### Entries provided:
++++++++

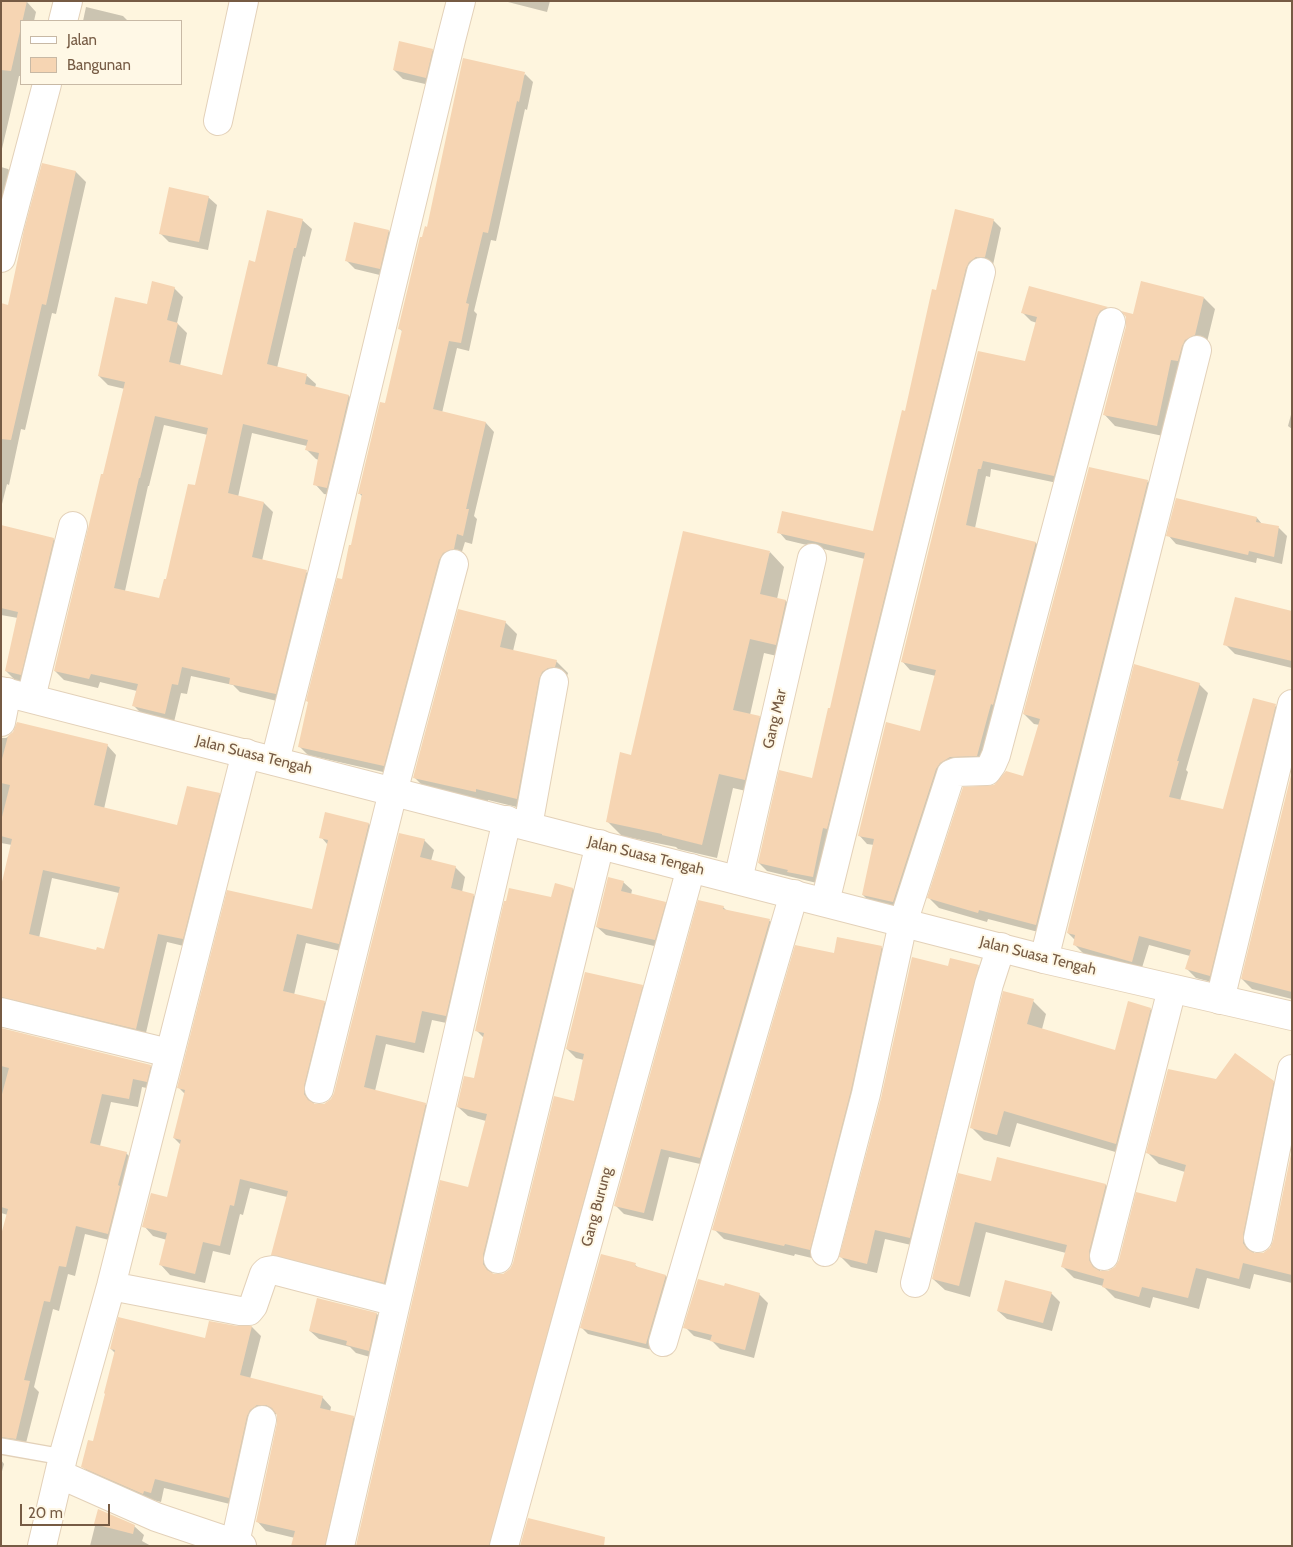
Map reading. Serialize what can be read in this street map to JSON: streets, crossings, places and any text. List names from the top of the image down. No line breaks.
{"streets":{"street":["Gang Mar","Jalan Suasa Tengah","Gang Burung"]},"crossings":[["Gang Mar","Jalan Suasa Tengah"],["Jalan Suasa Tengah","Gang Burung"]],"legend":["Jalan","Bangunan"],"scale_bar":"20 m"}
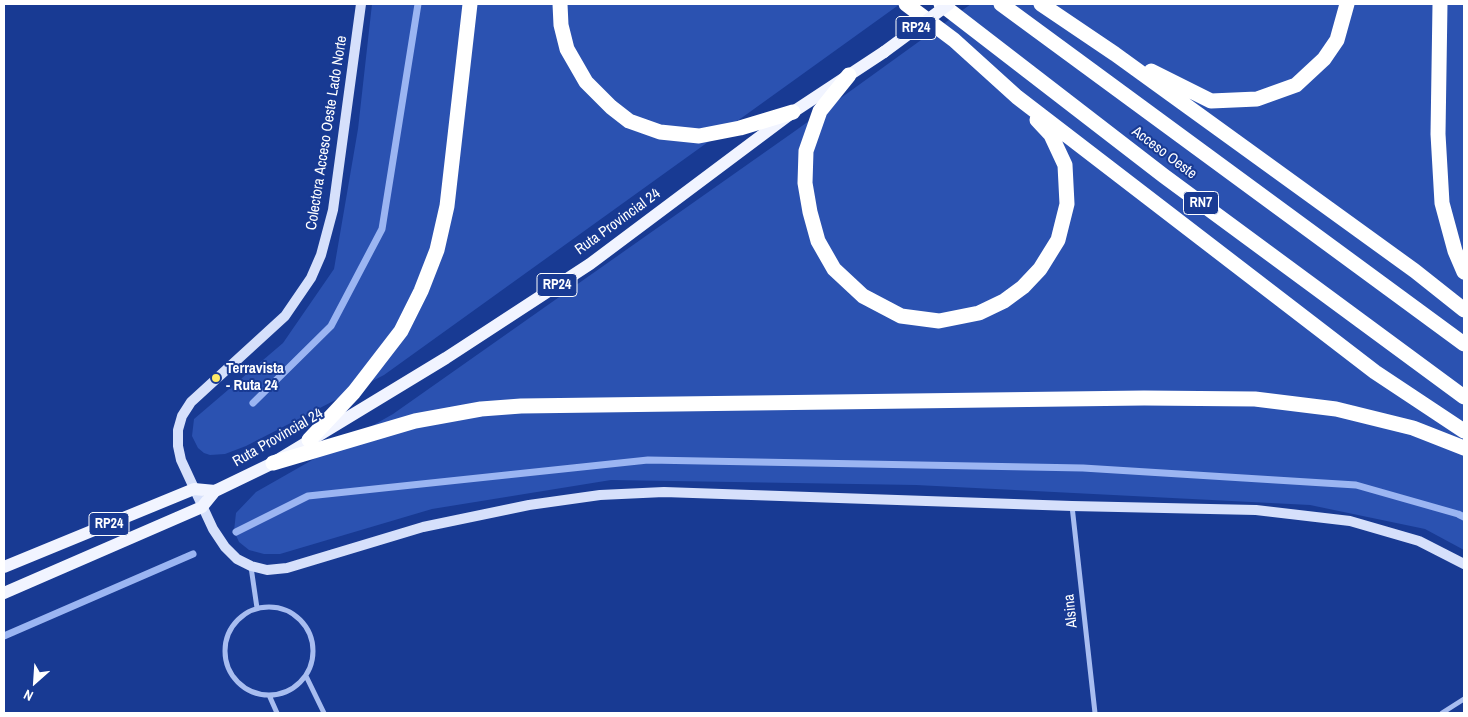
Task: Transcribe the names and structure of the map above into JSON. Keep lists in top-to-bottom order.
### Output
{
  "streets": {
    "highway": ["Acceso Oeste", "RN7"],
    "main road": ["RP24", "Ruta Provincial 24"],
    "street": ["Colectora Acceso Oeste Lado Norte", "Alsina"]
  },
  "crossings": [
    ["RP24", "Colectora Acceso Oeste Lado Norte"],
    ["RP24", "Ruta Provincial 24"],
    ["Colectora Acceso Oeste Lado Norte", "Ruta Provincial 24"]
  ],
  "places": ["Terravista - Ruta 24"],
  "north": "bottom left"
}
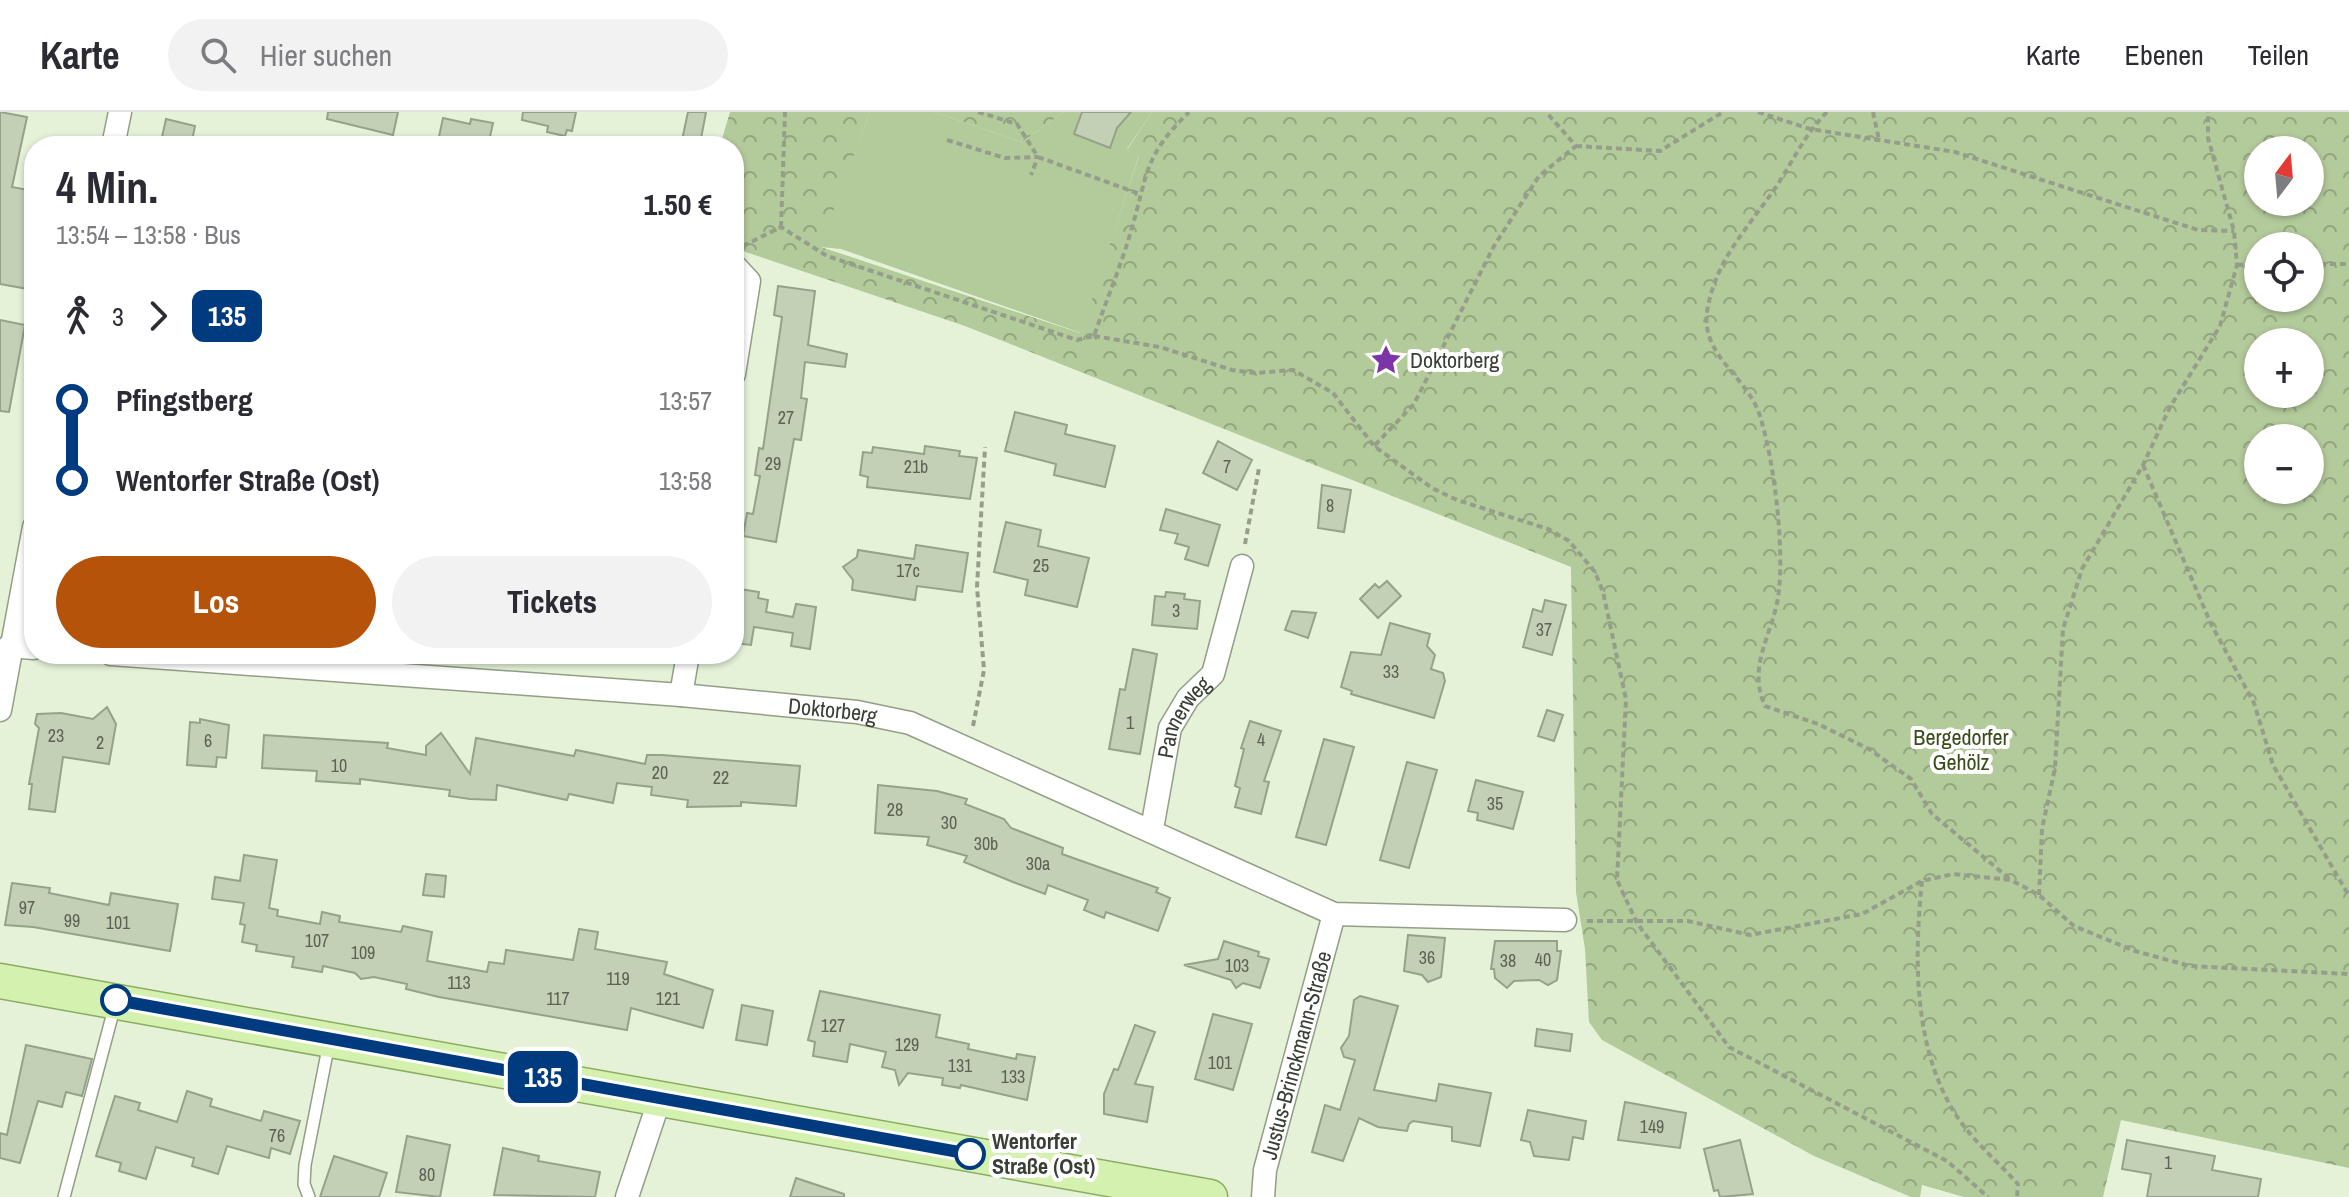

++++++++

### Work item:
Please retype the listing exactly, leaving out any images.

### Reply:
Map reading. Serialize what can be read in this street map to JSON: streets, crossings, places and any text. List names from the top of the image down. No line breaks.
{"streets":{"street":["Gang Mar","Jalan Suasa Tengah","Gang Burung"]},"crossings":[["Gang Mar","Jalan Suasa Tengah"],["Jalan Suasa Tengah","Gang Burung"]],"legend":["Jalan","Bangunan"],"scale_bar":"20 m"}
Task: Transcribe the names and structure of the map above into JSON. Keep lists in top-to-bottom order.
### Output
{
  "streets": {
    "highway": ["Acceso Oeste", "RN7"],
    "main road": ["RP24", "Ruta Provincial 24"],
    "street": ["Colectora Acceso Oeste Lado Norte", "Alsina"]
  },
  "crossings": [
    ["RP24", "Colectora Acceso Oeste Lado Norte"],
    ["RP24", "Ruta Provincial 24"],
    ["Colectora Acceso Oeste Lado Norte", "Ruta Provincial 24"]
  ],
  "places": ["Terravista - Ruta 24"],
  "north": "bottom left"
}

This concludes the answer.